Because of my recent work on LGBTQ issues and a variety of other theological changes I have gone through in the last year or so, a number of concerned individuals have expressed “concern” about me. Now, in evangelical circles, you know you’re in trouble when people start to express concern, or say they’ll “pray for you.” These are polite ways of saying you’ve gone off the path and they’re worried for your soul–a sort of Christian equivalent to the Southern practice of concealing an insult behind the expression, “bless their heart.”
Evidently–for reasons that are completely beyond me–some evangelicals see the love of God expressed toward gay people to be the equivalent to apostasy. Looking past my befuddlement for the moment, I started thinking about apostasy and the nature of heresy.
Originally, heretics were those who deviated from Paul’s assertion that Gentiles can be vindicated by faithfulness and perseverance in justice and mercy, those who claimed instead that everyone must adhere to the “works of the Torah,” by circumcision and the purity rites of the Torah in order to be vindicated before God. This is what the Pharisees were up to–they focused on the minutia instead of on the heart of the Torah, mercy and justice and doing good deeds, loving their neighbor as themselves. So the original heretics were people who elevated non-essential matters into the heart of things and twisted everything out of shape because of that. Since evangelicals like to elevate everything to the level of faithfulness to the gospel, they might do well to dwell on this for a while.

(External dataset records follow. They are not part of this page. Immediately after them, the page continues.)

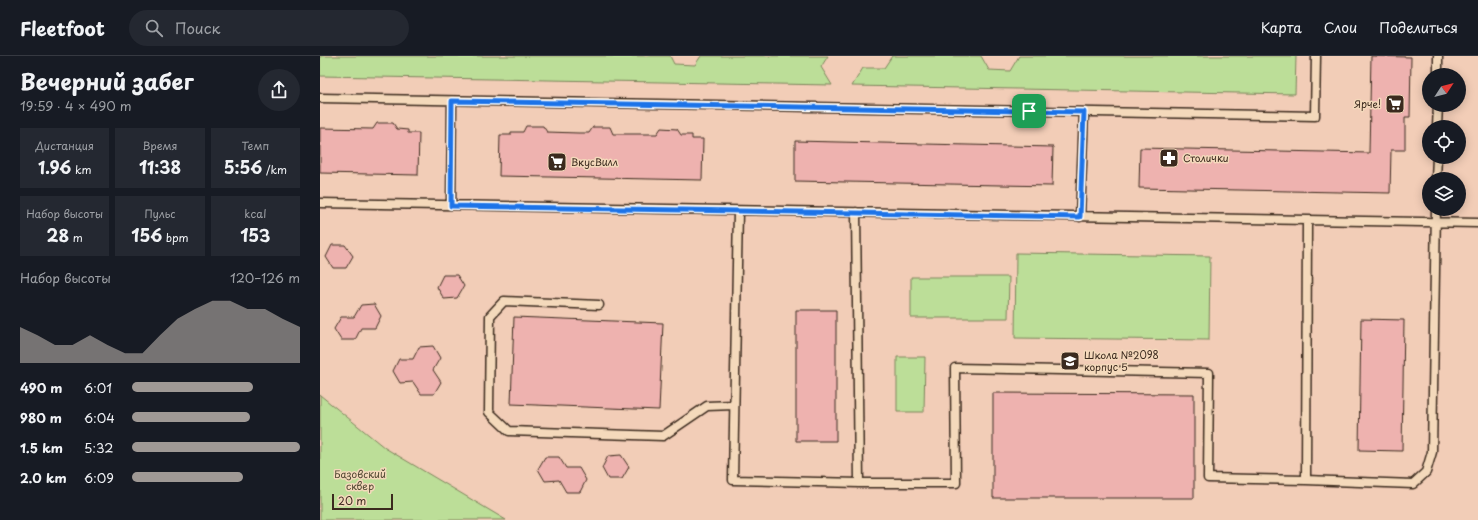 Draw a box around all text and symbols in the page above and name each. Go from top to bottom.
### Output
search box [129,10,409,46]
text: Fleetfoot [20,14,105,42]
text: Поиск [175,16,220,39]
icon: search [143,17,165,39]
text: Карта [1261,17,1302,38]
text: Слои [1324,17,1357,38]
text: Поделиться [1379,17,1458,38]
text: Вечерний забег [20,64,194,97]
north arrow [1422,68,1466,112]
map controls [1422,68,1466,216]
button: share [258,69,300,111]
supermarket icon: Ярче! [1384,93,1406,115]
pin [1012,94,1046,128]
text: 19:59 · 4 × 490 m [20,96,132,115]
place label: Ярче! [1353,96,1381,111]
icon: arrive [1018,100,1040,122]
button: locate [1422,120,1466,164]
text: Дистанция [35,137,94,154]
text: Время [142,137,178,154]
text: Темп [241,137,269,154]
pharmacy icon: Столички [1158,147,1180,169]
place label: Столички [1183,150,1229,165]
supermarket icon: ВкусВилл [546,151,568,173]
text: 1.96 [38,154,71,180]
text: 11:38 [139,154,181,180]
text: 5:56 [224,154,262,180]
place label: ВкусВилл [571,154,618,170]
text: km [71,161,91,178]
text: /km [262,161,287,178]
button: layers [1422,172,1466,216]
text: Набор высоты [26,205,103,222]
text: Пульс [144,205,176,222]
text: kcal [244,205,266,222]
text: 28 [47,222,69,248]
text: 156 [131,222,162,248]
text: 153 [240,222,270,248]
text: m [69,229,83,246]
text: bpm [162,229,189,246]
text: Набор высоты [20,268,111,287]
text: 120–126 m [230,268,300,287]
place label: Школа №2098 корпус 5 [1084,347,1159,374]
school or university icon: Школа №2098 корпус 5 [1059,350,1081,372]
text: 490 m [20,378,62,397]
text: 6:01 [84,378,112,397]
text: 980 m [20,408,62,427]
text: 6:04 [84,408,115,427]
text: 1.5 km [20,438,63,457]
text: 5:32 [84,438,114,457]
park label: Базовский сквер [334,466,386,493]
text: 2.0 km [20,468,67,487]
text: 6:09 [84,468,114,487]
scale bar [332,492,393,511]
text: 20 m [338,492,366,509]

Today, however, we are pretty happy to apply the “heresy” label to anyone we don’t agree with or who expresses something we are not used to hearing. We don’t like unfamiliar things (apparently, they’re scary and dangerous), and so we apply the “heresy” label to shut up any opposition like the little authoritarians we are. The problem with this approach, of course, is that there will always be people who want to know why something is supposedly off-limits and anathama. They might even read people outside of the approved lists, and generally, they find out these things aren’t heretical, though they might be a bit different from what they’re used to.
The trouble here is that a heretic is a person that goes outside the bounds of the orthodox faith, not somebody who goes outside the parochial reservation of conservative evangelicaldom. The boundary of orthodoxy is generally considered to be the Nicene and Apostles’ Creeds, which are ecumenical.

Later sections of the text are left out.